Similar to these findings in NTG, in 20 patients with idiopathic intracranial hypertension only 45% of the cases included in a MRI study, demonstrated a distension of the perioptic SAS despite an elevated lumbar CSF-p.6 Similar observations can be done in cases of asymmetric papilledema. This suggests that in other disorders of the ON such as NTG, the ON-SAS might not be patent and hence a close correlation between the lumbar CSF-p and the ONSD is questionable.

This study reports on results derived from a homogenous group of patients with NTG. The lack of a control group for lumbar CSF-p measurements is an obvious weakness. The question, however, is how would the proper control group look like? LP is not performed in healthy people for obvious ethical reasons and LP measurements in neurological patients are biased by their disease which might influence the CSF-p. Therefore we compared and discussed our lumbar CSF-p measurements with data from controls in other studies published in the literature.

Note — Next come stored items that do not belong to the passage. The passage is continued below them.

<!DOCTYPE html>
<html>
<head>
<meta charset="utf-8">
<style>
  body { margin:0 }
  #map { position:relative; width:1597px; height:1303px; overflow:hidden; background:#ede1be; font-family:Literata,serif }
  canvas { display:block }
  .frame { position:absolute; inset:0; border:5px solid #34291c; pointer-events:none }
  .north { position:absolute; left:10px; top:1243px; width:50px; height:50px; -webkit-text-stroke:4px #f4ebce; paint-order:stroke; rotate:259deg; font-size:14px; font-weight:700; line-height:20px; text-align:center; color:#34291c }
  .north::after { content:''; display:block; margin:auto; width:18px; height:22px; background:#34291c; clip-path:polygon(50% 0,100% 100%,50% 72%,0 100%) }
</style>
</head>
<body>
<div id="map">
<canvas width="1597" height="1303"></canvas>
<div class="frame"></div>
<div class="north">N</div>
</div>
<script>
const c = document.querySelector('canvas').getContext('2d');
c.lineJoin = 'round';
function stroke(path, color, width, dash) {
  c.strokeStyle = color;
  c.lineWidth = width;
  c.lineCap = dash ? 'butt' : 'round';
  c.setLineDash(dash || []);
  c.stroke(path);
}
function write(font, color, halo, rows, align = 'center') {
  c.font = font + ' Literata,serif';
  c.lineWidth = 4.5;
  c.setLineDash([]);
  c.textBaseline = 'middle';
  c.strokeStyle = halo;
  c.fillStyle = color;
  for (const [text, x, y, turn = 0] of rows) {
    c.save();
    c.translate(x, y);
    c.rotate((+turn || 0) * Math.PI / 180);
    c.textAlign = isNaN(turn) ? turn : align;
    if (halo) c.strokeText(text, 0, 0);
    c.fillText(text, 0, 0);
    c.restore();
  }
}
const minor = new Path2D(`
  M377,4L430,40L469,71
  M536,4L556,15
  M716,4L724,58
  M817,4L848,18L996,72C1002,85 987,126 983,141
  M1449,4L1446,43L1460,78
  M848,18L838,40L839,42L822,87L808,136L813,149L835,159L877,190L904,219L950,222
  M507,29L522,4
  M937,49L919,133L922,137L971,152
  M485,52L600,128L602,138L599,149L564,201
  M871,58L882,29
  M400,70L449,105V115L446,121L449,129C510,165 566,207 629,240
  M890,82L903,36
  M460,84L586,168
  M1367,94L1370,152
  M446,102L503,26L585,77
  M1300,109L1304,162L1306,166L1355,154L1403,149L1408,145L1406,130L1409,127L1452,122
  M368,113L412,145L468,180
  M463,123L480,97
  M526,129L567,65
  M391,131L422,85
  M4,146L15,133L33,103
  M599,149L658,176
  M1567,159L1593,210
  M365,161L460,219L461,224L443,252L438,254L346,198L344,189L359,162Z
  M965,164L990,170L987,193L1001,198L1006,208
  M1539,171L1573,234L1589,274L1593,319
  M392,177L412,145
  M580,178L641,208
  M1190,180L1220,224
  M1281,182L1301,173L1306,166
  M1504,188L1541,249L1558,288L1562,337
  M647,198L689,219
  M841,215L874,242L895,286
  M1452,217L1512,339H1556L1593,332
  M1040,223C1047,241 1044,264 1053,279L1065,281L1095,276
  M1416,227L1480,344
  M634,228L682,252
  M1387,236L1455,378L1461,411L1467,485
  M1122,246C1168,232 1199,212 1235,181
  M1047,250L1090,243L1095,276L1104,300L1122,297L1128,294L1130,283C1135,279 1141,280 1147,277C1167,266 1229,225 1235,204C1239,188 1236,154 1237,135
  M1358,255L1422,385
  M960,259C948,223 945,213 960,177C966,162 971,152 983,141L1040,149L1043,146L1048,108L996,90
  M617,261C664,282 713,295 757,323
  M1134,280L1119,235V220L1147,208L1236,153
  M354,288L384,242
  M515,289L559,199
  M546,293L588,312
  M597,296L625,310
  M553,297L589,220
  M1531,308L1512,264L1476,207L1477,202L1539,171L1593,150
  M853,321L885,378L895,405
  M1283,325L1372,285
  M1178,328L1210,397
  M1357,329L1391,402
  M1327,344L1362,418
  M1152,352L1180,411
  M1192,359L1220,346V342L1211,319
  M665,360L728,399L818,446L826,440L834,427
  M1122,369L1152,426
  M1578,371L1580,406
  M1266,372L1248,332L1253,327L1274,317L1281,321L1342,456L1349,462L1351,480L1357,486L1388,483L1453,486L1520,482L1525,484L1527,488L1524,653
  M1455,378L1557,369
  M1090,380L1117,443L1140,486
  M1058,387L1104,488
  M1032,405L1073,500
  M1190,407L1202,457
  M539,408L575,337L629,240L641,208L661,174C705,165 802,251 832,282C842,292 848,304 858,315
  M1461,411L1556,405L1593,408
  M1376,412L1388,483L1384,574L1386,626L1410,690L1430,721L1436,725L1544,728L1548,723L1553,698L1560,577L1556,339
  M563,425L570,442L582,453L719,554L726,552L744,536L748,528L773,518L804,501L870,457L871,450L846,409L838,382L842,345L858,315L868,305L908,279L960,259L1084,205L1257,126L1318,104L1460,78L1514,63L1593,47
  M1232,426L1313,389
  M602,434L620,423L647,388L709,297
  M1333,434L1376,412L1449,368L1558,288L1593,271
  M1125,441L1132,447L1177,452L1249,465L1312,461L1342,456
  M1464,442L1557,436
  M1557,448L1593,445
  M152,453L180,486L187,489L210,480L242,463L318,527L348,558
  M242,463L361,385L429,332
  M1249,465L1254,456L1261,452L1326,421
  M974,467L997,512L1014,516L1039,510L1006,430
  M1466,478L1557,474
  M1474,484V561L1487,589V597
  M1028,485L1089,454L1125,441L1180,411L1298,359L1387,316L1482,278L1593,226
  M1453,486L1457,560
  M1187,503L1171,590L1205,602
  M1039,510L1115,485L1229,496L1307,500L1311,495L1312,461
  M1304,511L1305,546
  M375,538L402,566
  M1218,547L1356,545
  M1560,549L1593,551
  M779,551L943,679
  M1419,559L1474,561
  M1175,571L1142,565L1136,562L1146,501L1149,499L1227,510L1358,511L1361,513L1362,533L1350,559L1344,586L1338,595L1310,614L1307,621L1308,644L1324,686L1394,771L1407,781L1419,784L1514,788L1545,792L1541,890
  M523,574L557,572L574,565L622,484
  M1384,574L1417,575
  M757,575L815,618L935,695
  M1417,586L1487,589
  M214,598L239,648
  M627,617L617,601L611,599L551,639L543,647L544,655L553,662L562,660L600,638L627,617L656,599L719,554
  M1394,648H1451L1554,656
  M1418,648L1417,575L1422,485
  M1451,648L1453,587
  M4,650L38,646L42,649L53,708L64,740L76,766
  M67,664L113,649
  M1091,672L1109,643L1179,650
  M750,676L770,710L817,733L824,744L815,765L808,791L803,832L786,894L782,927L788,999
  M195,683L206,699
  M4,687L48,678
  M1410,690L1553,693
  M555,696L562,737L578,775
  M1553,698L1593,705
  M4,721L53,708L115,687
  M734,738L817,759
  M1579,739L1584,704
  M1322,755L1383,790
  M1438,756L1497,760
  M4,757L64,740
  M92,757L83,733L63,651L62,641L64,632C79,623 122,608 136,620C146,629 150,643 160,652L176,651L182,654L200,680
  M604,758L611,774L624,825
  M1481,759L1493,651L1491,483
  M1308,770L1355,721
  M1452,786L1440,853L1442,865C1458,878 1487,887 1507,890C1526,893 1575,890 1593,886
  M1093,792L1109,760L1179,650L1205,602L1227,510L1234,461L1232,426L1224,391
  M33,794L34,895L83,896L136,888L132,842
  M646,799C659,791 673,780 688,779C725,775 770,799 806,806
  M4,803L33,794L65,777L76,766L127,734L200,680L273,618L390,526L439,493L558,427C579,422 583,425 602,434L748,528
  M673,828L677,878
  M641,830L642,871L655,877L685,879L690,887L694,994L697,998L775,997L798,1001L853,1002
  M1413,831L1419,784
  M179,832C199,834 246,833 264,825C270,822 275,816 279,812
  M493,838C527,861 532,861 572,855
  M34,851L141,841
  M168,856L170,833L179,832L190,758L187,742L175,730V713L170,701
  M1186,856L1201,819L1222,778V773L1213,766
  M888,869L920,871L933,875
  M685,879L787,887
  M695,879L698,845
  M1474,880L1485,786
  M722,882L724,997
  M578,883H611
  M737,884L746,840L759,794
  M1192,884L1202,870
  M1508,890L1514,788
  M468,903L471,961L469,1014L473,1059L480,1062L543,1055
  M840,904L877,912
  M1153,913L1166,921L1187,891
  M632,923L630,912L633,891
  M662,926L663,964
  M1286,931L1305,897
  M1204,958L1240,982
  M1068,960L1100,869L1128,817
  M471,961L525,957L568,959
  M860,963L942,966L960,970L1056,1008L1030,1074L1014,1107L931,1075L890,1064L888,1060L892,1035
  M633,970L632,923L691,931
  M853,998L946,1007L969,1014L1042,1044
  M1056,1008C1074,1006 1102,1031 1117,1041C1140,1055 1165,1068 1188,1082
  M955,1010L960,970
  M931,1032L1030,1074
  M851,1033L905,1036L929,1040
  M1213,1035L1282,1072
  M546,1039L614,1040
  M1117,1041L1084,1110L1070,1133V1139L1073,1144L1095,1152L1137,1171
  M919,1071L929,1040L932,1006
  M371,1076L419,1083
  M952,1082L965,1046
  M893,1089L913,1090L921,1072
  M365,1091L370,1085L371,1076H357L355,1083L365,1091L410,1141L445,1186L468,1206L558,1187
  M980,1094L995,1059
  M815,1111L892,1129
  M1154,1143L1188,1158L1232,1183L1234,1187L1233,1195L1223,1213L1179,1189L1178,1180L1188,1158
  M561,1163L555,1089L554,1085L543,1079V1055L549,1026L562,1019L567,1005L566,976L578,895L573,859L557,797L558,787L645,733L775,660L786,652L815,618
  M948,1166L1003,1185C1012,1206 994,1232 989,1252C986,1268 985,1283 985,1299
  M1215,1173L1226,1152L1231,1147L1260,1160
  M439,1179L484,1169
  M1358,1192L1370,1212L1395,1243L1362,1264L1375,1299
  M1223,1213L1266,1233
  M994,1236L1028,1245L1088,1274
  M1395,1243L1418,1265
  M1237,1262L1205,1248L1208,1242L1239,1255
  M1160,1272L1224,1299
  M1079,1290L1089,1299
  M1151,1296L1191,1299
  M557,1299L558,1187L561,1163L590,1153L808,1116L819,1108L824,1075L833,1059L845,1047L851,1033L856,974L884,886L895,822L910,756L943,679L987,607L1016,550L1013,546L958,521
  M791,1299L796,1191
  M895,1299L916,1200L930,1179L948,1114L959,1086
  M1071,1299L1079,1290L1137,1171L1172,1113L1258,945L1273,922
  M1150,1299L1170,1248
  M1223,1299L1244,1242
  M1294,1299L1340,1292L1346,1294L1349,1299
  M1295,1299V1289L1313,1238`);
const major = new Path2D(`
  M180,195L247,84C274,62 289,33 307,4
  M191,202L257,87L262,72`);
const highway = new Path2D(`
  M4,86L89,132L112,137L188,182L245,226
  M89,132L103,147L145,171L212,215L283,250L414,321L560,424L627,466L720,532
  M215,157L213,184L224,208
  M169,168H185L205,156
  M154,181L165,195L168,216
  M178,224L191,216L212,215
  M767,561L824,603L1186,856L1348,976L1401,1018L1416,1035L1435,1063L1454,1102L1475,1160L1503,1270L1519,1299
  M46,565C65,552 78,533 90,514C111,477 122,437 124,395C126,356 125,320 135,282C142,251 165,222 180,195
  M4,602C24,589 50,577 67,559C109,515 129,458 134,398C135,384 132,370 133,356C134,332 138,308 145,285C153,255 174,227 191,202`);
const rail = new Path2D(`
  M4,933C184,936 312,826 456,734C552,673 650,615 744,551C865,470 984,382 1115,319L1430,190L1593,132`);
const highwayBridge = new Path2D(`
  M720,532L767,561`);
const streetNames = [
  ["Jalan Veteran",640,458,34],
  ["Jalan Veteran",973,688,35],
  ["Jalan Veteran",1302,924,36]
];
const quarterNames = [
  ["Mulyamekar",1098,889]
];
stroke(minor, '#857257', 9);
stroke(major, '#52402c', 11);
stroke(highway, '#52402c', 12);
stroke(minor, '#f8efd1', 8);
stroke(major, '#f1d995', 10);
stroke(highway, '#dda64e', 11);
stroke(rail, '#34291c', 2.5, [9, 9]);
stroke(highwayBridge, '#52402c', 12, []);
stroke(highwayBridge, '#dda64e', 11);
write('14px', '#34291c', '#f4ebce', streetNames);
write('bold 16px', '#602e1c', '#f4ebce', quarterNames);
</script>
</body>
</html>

For further prospective studies it would be interesting to recruit patients who underwent non invasive CSF-p measurements.26

In summary, our data shows enlarged ONSDs and a normal intracranial CSF-p17 without a significant correlation between CSF-p and ONSD in 38 Caucasian patients with NTG. We suggest that a disturbed communication between the intracranial and intraorbital SAS might explain these findings.